**What is expected**
Across the entries below, please work out how many lines contain the string "stream" and give only the number.

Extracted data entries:

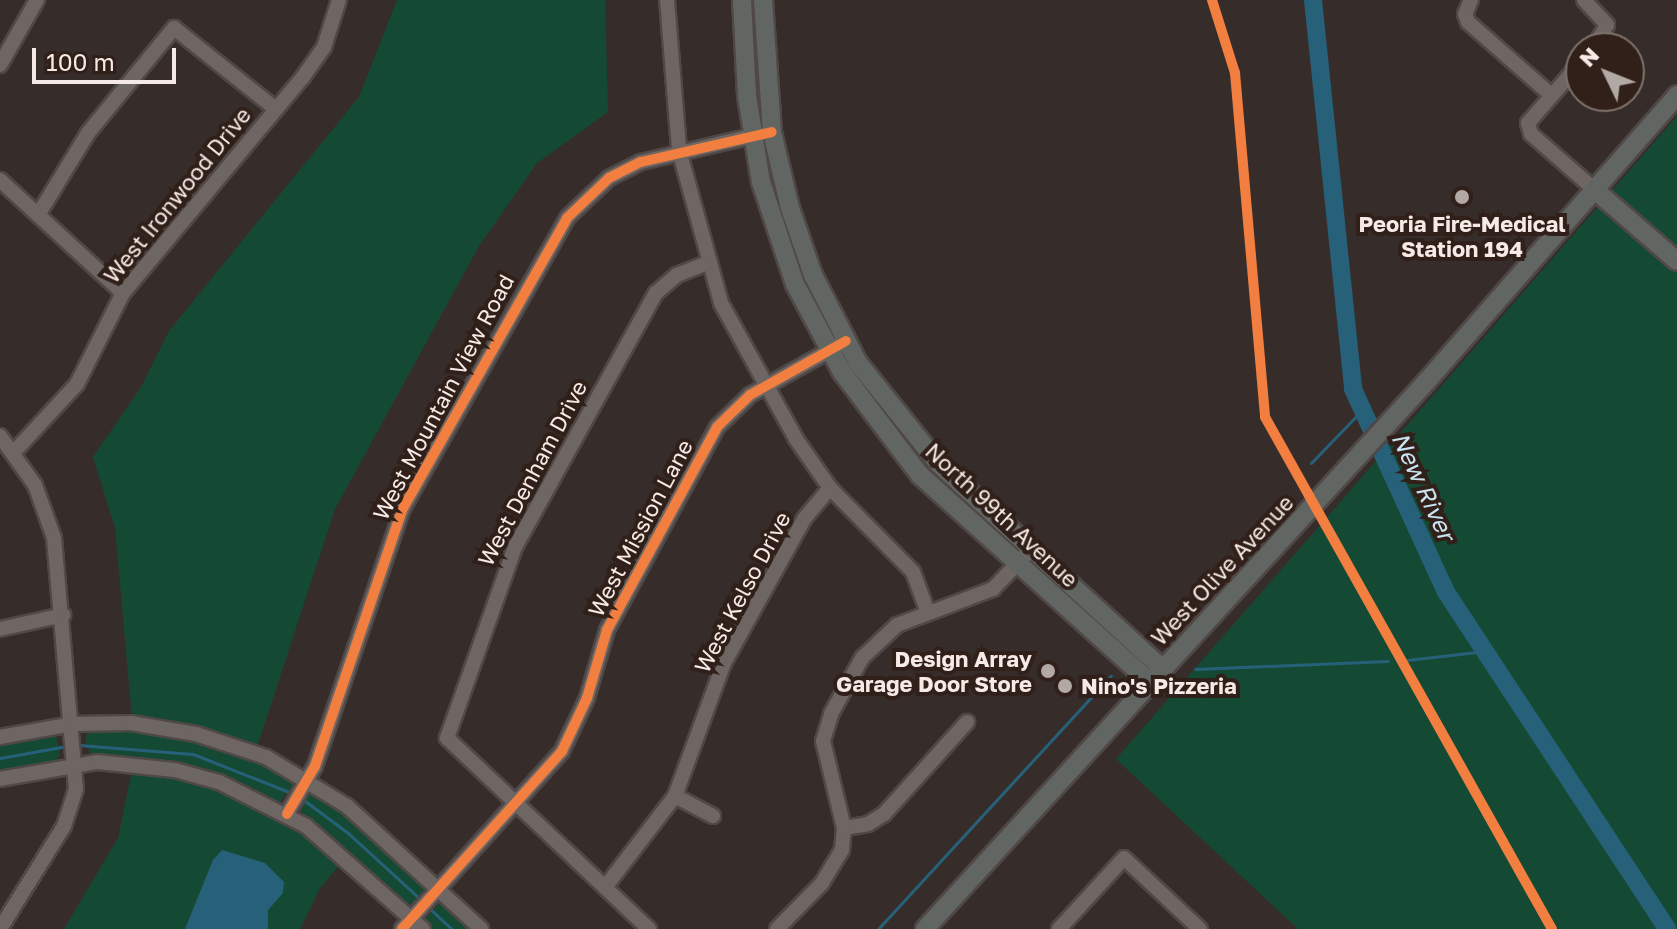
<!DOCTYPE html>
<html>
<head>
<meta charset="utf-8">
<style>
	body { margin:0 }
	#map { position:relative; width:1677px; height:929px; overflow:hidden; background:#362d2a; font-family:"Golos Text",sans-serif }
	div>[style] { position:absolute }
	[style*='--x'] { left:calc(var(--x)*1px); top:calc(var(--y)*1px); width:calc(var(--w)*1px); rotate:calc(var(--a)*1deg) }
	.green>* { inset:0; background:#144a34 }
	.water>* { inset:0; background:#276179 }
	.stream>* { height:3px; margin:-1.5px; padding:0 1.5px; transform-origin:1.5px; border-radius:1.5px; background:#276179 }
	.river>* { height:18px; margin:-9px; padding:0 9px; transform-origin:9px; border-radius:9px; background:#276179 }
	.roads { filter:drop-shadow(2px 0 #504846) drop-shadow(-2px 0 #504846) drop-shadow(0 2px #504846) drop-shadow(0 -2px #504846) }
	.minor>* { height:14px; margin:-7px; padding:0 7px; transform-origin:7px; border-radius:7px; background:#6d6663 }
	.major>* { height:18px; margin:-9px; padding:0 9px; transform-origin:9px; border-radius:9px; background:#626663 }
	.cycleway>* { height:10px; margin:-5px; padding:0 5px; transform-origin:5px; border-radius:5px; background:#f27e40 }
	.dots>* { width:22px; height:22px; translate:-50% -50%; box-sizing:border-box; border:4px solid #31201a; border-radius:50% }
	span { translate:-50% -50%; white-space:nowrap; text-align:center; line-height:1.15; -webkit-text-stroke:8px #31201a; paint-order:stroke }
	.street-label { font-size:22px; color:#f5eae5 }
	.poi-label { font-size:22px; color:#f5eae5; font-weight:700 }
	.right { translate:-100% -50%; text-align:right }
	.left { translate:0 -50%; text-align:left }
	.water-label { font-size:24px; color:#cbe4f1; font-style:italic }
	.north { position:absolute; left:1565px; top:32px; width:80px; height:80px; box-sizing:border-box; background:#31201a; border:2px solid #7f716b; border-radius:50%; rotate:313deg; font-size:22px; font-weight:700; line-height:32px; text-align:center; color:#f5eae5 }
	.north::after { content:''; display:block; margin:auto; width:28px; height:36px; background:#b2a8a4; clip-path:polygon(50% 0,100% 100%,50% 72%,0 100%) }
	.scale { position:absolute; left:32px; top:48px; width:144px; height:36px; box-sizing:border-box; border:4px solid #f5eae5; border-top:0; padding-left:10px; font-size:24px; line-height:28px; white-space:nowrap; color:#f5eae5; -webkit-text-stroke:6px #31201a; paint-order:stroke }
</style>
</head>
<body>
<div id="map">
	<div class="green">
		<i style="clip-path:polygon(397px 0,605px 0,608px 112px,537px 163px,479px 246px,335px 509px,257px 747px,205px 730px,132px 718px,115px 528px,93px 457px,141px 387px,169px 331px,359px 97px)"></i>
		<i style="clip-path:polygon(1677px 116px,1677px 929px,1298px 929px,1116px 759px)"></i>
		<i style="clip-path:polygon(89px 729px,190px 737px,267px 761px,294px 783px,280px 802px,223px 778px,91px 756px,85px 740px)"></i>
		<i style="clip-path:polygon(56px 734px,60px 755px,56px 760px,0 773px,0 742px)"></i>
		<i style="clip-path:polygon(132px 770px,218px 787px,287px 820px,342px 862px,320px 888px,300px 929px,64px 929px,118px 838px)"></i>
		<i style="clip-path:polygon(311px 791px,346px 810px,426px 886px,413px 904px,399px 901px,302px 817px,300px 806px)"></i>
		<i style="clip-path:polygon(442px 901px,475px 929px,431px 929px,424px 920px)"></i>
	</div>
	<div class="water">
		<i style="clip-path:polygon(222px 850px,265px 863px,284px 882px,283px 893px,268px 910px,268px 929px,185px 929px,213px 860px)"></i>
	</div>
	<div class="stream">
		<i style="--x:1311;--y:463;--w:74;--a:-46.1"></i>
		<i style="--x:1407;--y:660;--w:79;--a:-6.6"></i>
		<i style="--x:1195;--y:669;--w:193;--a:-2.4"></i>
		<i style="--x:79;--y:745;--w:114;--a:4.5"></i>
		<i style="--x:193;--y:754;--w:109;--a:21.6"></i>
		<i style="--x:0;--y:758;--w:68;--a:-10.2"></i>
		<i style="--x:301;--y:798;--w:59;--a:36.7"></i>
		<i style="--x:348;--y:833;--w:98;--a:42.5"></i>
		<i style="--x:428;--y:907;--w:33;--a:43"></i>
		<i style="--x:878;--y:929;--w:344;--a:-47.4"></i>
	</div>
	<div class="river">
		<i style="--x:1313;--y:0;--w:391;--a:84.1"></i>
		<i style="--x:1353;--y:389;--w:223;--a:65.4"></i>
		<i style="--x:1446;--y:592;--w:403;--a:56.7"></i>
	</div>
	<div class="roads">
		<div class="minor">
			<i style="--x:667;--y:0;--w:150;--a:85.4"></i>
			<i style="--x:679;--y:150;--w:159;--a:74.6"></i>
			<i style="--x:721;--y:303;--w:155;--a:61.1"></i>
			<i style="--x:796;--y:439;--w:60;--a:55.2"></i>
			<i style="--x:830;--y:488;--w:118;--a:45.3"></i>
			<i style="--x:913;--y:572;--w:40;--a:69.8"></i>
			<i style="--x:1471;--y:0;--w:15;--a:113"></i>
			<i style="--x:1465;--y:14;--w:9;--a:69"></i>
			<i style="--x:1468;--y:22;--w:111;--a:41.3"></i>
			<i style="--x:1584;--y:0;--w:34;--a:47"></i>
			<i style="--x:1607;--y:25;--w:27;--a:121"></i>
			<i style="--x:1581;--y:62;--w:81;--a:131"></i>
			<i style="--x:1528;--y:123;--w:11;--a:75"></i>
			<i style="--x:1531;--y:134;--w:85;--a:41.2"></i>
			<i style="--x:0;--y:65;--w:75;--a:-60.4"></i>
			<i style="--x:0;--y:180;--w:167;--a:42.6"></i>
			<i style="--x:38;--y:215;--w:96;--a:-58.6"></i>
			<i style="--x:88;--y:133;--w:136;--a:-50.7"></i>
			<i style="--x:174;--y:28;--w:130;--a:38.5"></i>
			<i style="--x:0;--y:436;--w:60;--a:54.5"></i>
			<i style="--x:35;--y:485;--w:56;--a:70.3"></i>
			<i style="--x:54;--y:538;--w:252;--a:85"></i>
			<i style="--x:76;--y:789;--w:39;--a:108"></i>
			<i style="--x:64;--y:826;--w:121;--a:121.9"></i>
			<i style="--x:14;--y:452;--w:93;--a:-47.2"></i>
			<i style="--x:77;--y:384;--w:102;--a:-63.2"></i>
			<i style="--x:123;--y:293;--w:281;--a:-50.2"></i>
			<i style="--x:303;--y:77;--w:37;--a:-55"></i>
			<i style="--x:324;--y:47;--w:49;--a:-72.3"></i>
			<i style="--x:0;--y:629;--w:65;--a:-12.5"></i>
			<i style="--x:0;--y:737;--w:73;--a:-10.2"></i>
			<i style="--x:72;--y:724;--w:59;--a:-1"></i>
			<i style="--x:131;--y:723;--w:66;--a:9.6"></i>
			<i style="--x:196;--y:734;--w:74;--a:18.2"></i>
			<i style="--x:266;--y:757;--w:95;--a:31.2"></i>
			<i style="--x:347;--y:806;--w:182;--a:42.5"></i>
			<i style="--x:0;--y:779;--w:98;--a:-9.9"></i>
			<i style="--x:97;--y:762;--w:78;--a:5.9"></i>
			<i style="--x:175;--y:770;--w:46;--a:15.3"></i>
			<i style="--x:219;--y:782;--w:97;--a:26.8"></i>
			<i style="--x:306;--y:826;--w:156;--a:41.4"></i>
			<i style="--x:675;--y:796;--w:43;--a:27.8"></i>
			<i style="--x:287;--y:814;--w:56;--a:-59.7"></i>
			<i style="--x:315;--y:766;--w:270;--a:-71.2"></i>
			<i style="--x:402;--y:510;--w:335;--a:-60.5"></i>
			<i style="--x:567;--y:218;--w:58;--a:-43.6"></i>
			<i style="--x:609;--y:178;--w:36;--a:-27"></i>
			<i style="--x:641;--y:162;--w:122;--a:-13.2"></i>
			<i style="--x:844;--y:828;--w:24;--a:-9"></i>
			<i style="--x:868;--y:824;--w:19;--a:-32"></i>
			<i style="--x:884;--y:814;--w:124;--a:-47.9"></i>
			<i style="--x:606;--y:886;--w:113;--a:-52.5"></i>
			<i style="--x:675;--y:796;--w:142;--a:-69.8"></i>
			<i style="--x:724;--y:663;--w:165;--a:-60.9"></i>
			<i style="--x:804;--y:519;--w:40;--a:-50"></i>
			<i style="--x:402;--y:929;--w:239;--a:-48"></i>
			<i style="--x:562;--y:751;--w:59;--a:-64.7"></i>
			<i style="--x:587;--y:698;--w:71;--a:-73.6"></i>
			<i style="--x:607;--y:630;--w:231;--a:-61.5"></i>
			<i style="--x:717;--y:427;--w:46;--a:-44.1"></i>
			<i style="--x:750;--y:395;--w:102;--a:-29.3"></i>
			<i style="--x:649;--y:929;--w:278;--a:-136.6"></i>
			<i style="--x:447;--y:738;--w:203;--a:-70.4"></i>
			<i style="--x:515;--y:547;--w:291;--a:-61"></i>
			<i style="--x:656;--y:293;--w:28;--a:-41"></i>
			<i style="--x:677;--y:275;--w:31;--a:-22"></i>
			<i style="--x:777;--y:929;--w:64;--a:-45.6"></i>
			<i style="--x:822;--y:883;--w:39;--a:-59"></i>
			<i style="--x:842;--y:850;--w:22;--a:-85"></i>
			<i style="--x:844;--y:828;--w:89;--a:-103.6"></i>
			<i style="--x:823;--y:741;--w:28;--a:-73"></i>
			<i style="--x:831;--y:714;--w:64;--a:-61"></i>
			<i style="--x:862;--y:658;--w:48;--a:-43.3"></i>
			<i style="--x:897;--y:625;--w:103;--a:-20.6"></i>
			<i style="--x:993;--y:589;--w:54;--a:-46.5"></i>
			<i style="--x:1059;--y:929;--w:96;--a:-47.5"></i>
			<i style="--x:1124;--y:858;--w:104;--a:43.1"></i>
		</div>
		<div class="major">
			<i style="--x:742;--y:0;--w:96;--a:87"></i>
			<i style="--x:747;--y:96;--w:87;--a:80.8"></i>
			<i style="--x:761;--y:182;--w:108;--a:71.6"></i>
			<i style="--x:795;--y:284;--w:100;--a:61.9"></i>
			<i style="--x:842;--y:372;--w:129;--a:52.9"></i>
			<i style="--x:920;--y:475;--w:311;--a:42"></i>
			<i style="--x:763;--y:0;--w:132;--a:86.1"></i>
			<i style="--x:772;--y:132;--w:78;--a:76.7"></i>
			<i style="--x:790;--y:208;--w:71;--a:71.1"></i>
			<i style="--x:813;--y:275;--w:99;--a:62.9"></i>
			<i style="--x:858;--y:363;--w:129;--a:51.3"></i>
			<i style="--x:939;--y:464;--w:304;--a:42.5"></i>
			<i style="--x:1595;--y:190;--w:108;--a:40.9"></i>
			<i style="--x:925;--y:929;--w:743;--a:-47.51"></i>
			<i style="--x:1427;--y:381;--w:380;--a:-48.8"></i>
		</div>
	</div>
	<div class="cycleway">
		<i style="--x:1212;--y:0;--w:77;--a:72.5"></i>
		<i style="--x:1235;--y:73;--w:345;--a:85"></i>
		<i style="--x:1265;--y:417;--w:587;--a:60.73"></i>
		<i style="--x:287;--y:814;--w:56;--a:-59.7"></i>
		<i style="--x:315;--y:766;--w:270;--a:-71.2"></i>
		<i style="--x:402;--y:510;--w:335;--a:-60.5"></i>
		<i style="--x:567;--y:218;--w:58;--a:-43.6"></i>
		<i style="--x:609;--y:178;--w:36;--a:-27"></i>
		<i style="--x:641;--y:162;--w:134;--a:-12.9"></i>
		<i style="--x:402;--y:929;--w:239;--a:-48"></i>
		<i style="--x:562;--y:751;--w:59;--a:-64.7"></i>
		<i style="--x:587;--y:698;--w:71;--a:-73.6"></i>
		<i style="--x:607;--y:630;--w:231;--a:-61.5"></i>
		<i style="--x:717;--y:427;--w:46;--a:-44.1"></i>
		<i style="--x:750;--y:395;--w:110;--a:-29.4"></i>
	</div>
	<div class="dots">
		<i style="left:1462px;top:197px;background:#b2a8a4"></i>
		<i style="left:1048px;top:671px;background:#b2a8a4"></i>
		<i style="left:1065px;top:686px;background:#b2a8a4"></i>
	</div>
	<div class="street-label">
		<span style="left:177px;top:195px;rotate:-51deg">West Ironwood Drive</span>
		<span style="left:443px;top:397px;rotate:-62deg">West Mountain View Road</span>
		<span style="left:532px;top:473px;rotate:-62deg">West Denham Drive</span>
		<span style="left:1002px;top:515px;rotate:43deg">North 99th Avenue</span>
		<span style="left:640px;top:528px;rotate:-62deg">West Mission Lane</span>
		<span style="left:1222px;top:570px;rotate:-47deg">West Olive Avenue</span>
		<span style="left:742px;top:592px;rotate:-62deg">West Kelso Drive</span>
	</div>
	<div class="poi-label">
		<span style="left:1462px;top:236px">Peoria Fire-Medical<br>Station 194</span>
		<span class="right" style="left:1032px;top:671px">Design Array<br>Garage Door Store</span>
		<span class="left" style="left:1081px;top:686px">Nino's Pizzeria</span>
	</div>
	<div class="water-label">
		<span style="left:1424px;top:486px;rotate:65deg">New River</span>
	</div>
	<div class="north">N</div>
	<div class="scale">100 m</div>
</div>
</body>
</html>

**Result of this exercise**
2